As you can see, DataFrames are a "step up" from the `Series` type and, indeed, we will have less need of the series now that we have the DataFrame. 

You can do many things and access much information with the DataFrame:

In [None]:
print(df.columns)

In [None]:
print(df)
print(df['a'])

In [None]:
print(df[['a', 'c']]) #When you want to print more than one column, enclose all column names in square brackets (as in a list)

In [None]:
print(df)
print(df.iloc[4]) #prints rows based on the index value

In [None]:
print(df.describe())

In [None]:
df.columns=['col 1', 'col 2', 'col 3'] #Renames your columns. There are other ways to do this!
print(df)

## 4.3 Try it yourself: add an index

Indexes are added to DataFrames just as they are to series. Add the names of the counties to the `wage_lq` DataFrame we generated above:

In [None]:
counties = ['Alameda', 'Alpine', 'Amador', 'Butte', 'Calaveras', 'Colusa', 'Contra Costa', 'Del Norte', 'El Dorado', 'Fresno']


wage_lq=np.array([[1342., 0.91], [732.,0.14],[793.,0.76],[977.,0.97],[840.,0.96],
                  [1084.,0.85],[1280.,0.93],[694.,0.75],[955.,0.76],[995.,0.95]])

#Try it yourself. Create a dataframe from the above and add an index based on the list of counties provided:



## 4.4 Slicing dataframes by index values

Notice that the below code also uses a different format to input the DataFrame. We define the data as a `dict` type, where each key of the dictionary refers to a column.

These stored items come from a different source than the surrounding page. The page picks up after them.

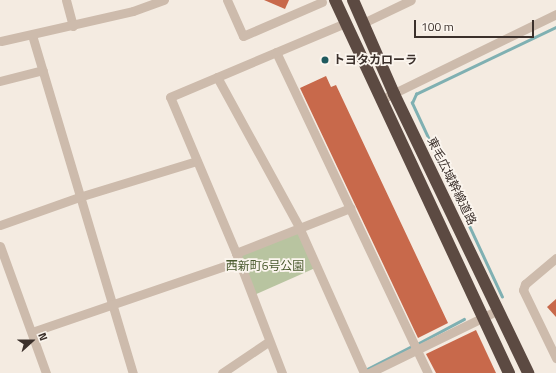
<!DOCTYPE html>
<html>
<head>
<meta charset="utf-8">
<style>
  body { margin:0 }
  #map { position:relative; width:556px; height:373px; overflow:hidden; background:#f4ebe1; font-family:"Titillium Web","Noto Sans JP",sans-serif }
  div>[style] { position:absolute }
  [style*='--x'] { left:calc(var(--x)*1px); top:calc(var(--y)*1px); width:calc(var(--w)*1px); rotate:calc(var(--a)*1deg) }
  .green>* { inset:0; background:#b8c4a0; transform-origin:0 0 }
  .stream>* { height:2.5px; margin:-1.25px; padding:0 1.25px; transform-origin:1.25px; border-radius:1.25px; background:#7fb0b2 }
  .building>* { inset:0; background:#c8694b }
  .minor>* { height:9px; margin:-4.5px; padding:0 4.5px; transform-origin:4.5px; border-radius:4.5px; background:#cdbbac }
  .highway>* { height:12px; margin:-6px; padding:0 6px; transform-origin:6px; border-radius:6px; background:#5c4a42 }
  .dots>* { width:11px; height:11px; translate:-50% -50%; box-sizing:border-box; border:2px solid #fbf5ee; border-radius:50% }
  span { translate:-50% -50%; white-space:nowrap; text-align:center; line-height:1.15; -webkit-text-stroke:3.5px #fbf5ee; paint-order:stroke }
  .poi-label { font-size:12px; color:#3b302b; font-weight:700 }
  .left { translate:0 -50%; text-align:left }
  .street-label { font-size:12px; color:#3b302b }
  .park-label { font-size:12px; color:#4a5a2e }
  .north { position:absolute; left:12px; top:321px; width:40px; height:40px; -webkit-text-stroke:3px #fbf5ee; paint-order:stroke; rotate:69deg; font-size:11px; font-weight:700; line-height:16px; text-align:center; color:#3b302b }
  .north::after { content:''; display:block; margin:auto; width:14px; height:18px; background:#3b302b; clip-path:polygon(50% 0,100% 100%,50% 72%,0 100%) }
  .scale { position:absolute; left:414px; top:20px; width:120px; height:18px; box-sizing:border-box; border:2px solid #3b302b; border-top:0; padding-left:5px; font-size:12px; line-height:14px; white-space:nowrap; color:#3b302b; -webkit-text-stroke:3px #fbf5ee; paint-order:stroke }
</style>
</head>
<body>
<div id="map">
  <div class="green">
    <div style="left:299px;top:227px;width:44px;height:68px;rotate:66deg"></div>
  </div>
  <div class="stream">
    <div style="--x:502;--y:297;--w:214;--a:-114.9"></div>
    <div style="--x:412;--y:103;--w:10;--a:-66"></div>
    <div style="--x:416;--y:94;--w:155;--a:-25.6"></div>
    <div style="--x:417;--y:344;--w:53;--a:-28"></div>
    <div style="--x:367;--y:369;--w:51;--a:-27.1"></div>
  </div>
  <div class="building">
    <div style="clip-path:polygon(264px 0,289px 0,285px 9px)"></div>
    <div style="clip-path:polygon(326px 76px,331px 87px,336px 85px,448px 323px,418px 338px,300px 88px)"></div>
    <div style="clip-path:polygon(556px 299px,556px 317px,547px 307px)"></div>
    <div style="clip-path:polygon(476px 330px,496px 373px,436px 373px,426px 354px)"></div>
  </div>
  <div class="minor">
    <div style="--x:66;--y:0;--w:27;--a:75"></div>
    <div style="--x:227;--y:0;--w:39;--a:66"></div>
    <div style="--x:243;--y:36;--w:86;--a:-23.3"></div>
    <div style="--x:363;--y:23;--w:53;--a:-25.6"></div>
    <div style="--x:32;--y:35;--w:353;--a:73.4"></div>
    <div style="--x:1;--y:41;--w:135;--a:-12.8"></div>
    <div style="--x:133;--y:11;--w:33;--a:-20"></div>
    <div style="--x:276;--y:52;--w:355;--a:64.7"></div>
    <div style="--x:217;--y:77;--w:171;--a:61.3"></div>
    <div style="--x:299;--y:227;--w:160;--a:66"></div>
    <div style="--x:0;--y:81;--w:44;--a:-14.3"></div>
    <div style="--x:380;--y:100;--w:196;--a:-26"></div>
    <div style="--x:0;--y:225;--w:84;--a:-19.5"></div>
    <div style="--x:79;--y:197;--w:123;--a:-17"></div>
    <div style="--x:0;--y:246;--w:135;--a:70.1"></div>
    <div style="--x:236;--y:253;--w:123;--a:-21.5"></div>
    <div style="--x:556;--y:258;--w:40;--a:140"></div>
    <div style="--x:525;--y:284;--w:6;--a:108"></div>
    <div style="--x:523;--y:290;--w:76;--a:64.1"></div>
    <div style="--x:32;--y:332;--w:219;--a:-18.9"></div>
    <div style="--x:222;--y:373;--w:55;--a:-34"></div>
    <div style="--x:282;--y:373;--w:129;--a:-111"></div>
    <div style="--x:236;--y:253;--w:169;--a:-112.9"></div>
    <div style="--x:170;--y:97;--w:190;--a:-22.9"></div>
    <div style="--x:369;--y:373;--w:144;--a:-26"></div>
  </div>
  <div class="highway">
    <div style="--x:335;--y:0;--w:412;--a:65"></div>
    <div style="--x:353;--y:0;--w:103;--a:66.4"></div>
    <div style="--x:394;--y:94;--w:310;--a:64.3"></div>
  </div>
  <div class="dots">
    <div style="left:325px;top:60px;background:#1f5a5e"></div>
  </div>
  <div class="poi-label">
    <span class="left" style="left:333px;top:60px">トヨタカローラ</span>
  </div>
  <div class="street-label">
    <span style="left:452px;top:181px;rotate:64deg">東毛広域幹線道路</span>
  </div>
  <div class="park-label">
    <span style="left:265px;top:266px">西新町6号公園</span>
  </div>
  <div class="north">N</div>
  <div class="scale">100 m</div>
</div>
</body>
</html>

You might have noticed earlier that we could "call" a column using `df['column name']` - this is kind of like how you'd call all the items associated with a particular dictionary key. The syntax for the Pandas DataFrame is very similar.

In [None]:
unemployment=pd.DataFrame({'state': ['California', 'California', 'Oregon', 'Oregon', 'Arizona'], 
                         'year': [2021, 2022, 2021, 2022, 2022],
                         'urate': [5.8, 4.1, 4.2, 4.5, 4.0]})
unemployment.set_index('state', inplace=True)
print(unemployment)

In [None]:
#print(unemployment.iloc['California']) # This will not work. 'iloc' uses index position (i.e., 0, 1, 2, etc.) not values
print(unemployment.loc['California'])
print(unemployment.loc['Oregon'])

In [None]:
#If you only want a specific column of data, you can refer to that and then access by .loc:

print(unemployment['urate'].loc['California'])
print('\n\n', unemployment[['year', 'urate']].loc['Oregon'])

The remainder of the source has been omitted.